Entre Ríos es un lugar lleno de vientos, humos de pasturas quemadas, calor y fantasmas que se aparecen al sol. Canta Goyeneche en la radio y a la vez él mismo atiende el mesón donde, envarados como los guapos que no son, están Cortázar con su acento raro y Oscar Gálvez discutiendo de motores y poesía. Todos a un volumen moderado. La Pozzi se ríe en cámara lenta y su melena leonada se mueve también como cuando la cortejaban en un sillón mirando a la pared. Salgo a la verja, parece que ha llovido. Paul Citraro que está vivo y es mi amigo de Venado Tuerto se está descargando, asestándole golpes a una bolsa de matarife con carne de cerdo dentro. Es de las duras y la ablanda con presteza. Dice que va a competir por los Juegos Evita pero nadie le ha dicho que ya no está en edad. -Escribí, mejor- le digo. Se seca el sudor y afirma con la cabeza. Pasa Carlos Monzón que hoy vive renacido en el santuario los Monjes del Silencio. Sabe que asesinó y cuelga de su pecho un puño de box escarlata como señal. Se detiene a hablar con Paul y luego prosigue entrenándose para la gran Pelea en el Infierno, una vez que haya cauterizado las heridas por boca cerrada, lejos de los flashes y las noticias en primera plana. 

Moana sale para verlo pasar. Siento rabia, envidia. El flirteo entre espíritus es real. Él no sonríe y baja a cabeza ante ella como si la quisiera evitar a toda costa. No soporto mis celos, continúo hasta el mirador antes del Casino. Fumo un petardo mientras la tarde languidece. Ya no hay lugar donde esconderse. Me largo a llorar como nunca lo hice.

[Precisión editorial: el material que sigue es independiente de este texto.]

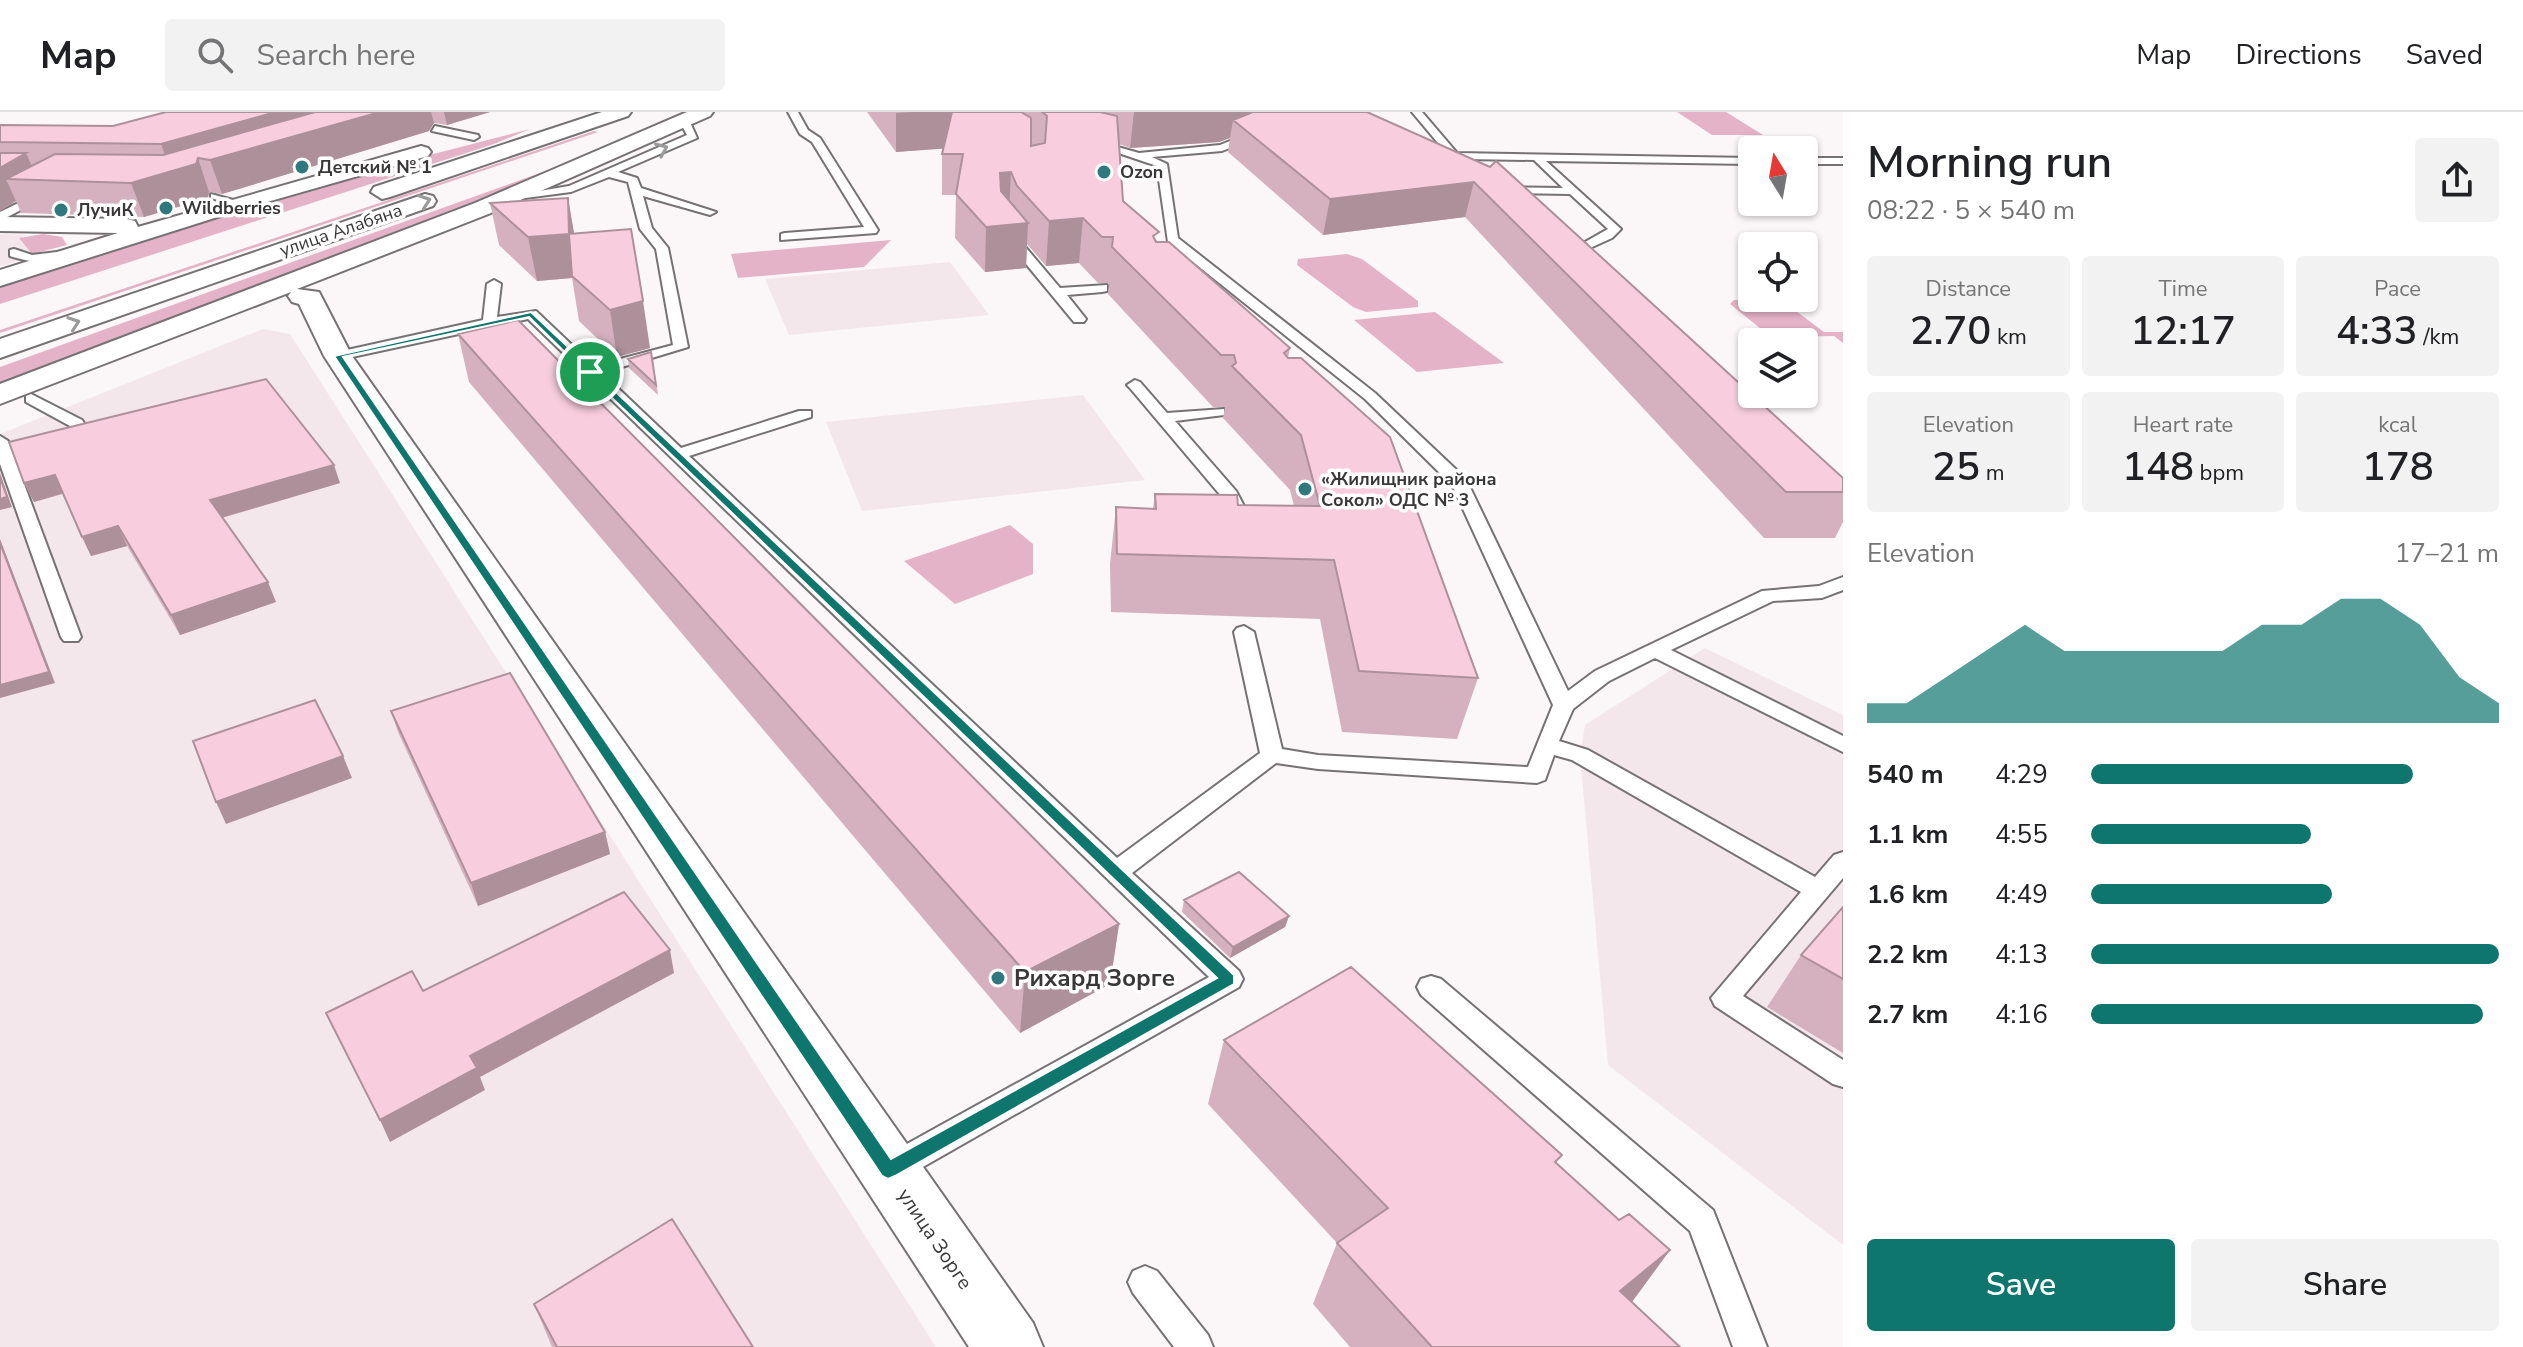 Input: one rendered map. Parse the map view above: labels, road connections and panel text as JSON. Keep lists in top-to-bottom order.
{
  "streets": {
    "main road": ["улица Алабяна", "улица Зорге"]
  },
  "places": [
    "Детский № 1",
    "Ozon",
    "Wildberries",
    "ЛучиК",
    "«Жилищник района Сокол» ОДС № 3",
    "Рихард Зорге"
  ],
  "north": "top",
  "page": {
    "header": "Map",
    "search": "Search here",
    "nav": ["Map", "Directions", "Saved"],
    "heading": ["Morning run", "08:22 · 5 × 540 m"],
    "stats": [
      ["Distance", "2.70 km"],
      ["Time", "12:17"],
      ["Pace", "4:33 /km"],
      ["Elevation", "25 m"],
      ["Heart rate", "148 bpm"],
      ["kcal", "178"]
    ],
    "chart": ["Elevation", "17–21 m"],
    "list": [
      {
        "name": "540 m",
        "note": "4:29"
      },
      {
        "name": "1.1 km",
        "note": "4:55"
      },
      {
        "name": "1.6 km",
        "note": "4:49"
      },
      {
        "name": "2.2 km",
        "note": "4:13"
      },
      {
        "name": "2.7 km",
        "note": "4:16"
      }
    ],
    "buttons": ["Save", "Share"]
  }
} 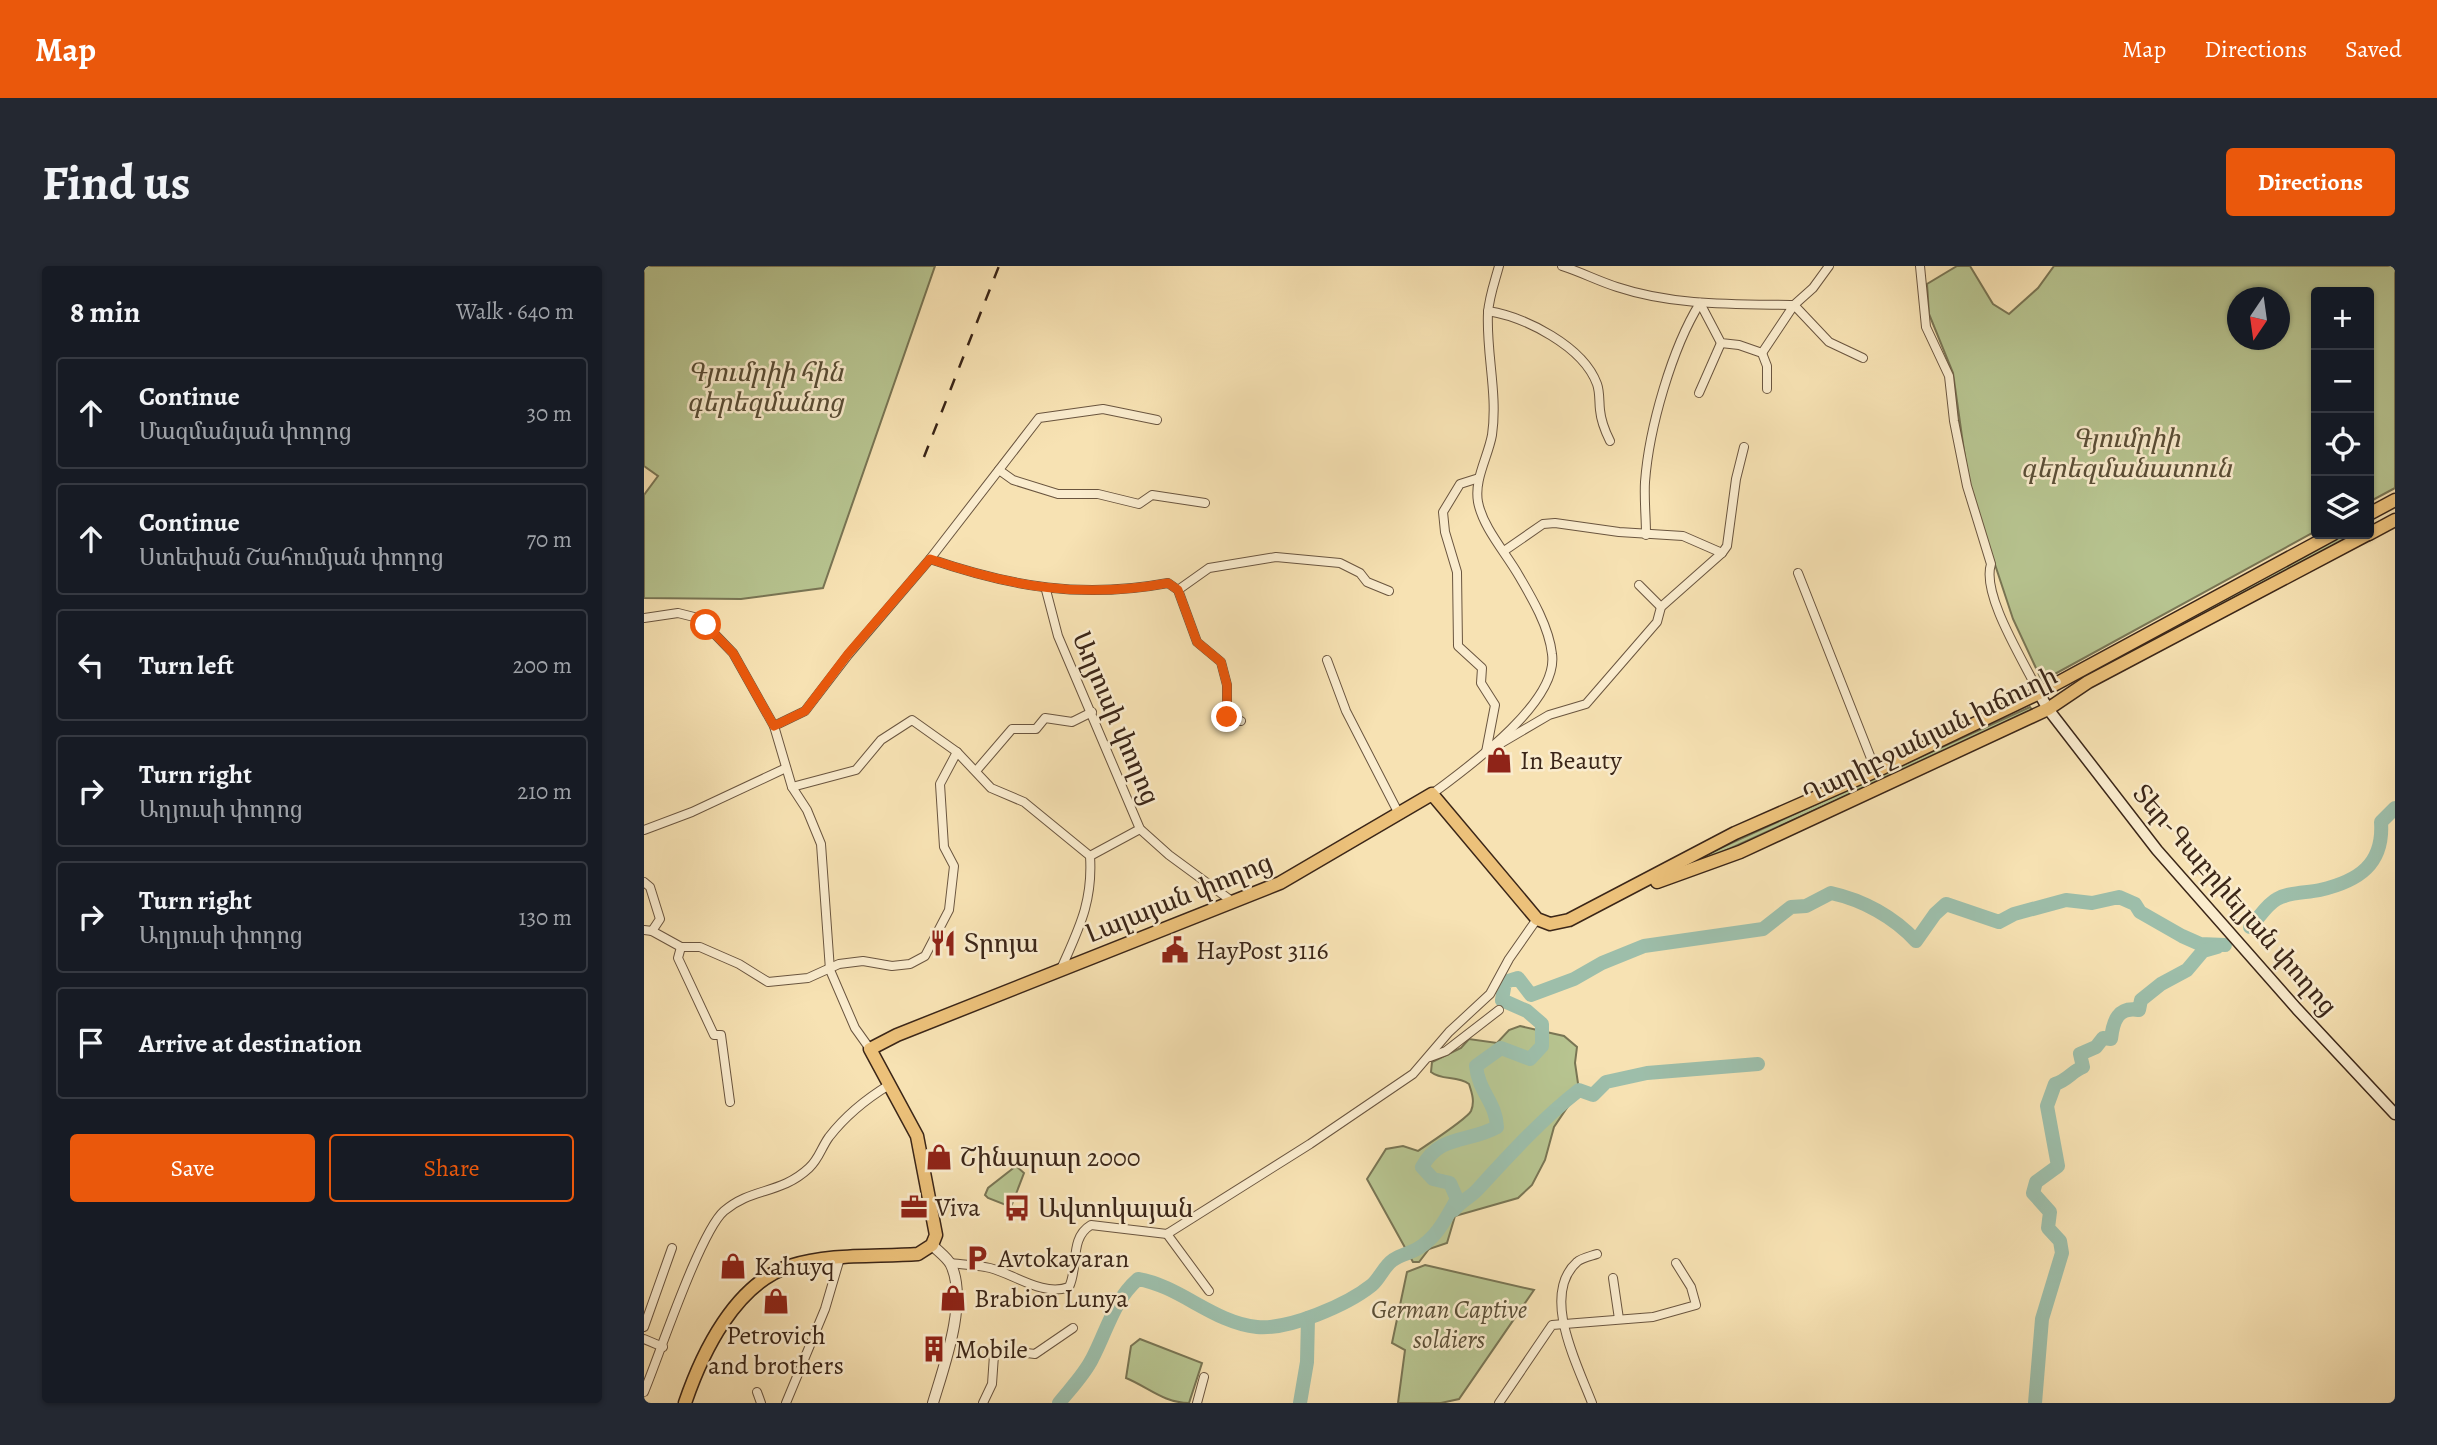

Penas de bandoneón, andropausia, sentido de un futuro de cerrazón y muerte, invasión a Ucrania, golpistas de negocios, hambre y furia en la ciudad baleada, el 24 de marzo, mi primera esposa muerta que nunca se aparece, escuchas telefónicas que siembran muerte y desánimo, un valiente/cobarde que quiere inmolarse -ese sería yo, pero no encuentra por qué y el dónde y que además sirva para algo. 

Desisto de todo y dejo de moquear. Un capibara chiquito, con costurones en la espalda se me ha acercado entre el follaje y lo reconozco como al Gran Jefe de los Carpinchos. Me toca el pie. 

-Deje de moquear, mi amigo. Usted se merece otro futuro como todos nosotros. Un hombre cuando llora debe hacerlo de espaldas al poniente: así como usted lo hace lloran las enamoradas suicidas y los que perdieron la fe. Tome séquese con esto. 

Me extiende de un trozo de irupé fresco y me canta un tema de chamamé delicado y silbón. Me duermo en sus brazos. Cuando despierto ya es noche alta con la luna llena. Vuelvo al boliche. Ya no están los que estaban y en su lugar hay familias ruidosas, por eso elijo una mesita adelante en la tierra con guirnaldas encendidas sobre mi cabeza. El despachante, que ya no es Goyeneche, me alcanza en una servilleta doblada el mensaje. 

-¿Usted es el que pasó a la tarde? Bueno le dejaron esto-, me abunda con detalles de una mujer impresionante que se evaporó al salir a la puerta. 

Es un beso de rouge y debajo la firma de Moana con la leyenda: Io non ti amo piú. 

No debo fumar más o mostrarme poco en el intersticio de la puerta del más Allá. Pero soy así, un médium imprevisible que busca ayuda en las hierbas. Se acerca Paul que ha dejado de entrenar y luce bañado. 

-¿Tomamos una birrita?- me invita. Hay olor a quemado como siempre. Mira la niebla artificial y comenta: -Cuando no se puede hacer nada, yo solo me preparo golpeando la bolsa… algún día brillaremos-, coteja llenando los vasos. 

Como se nos viene la noche oscura encima, Paul se ha convertido en un cóndor y empieza a carretear hacia las cuchillas.

Cuando le quiero mostrar la servilleta con la boca roja estampada no encuentro en el bolsillo más que un billete del ayer: una fragata azul de quinientos pesos que es lo que valía el alquiler de un video de Moana Pozzi.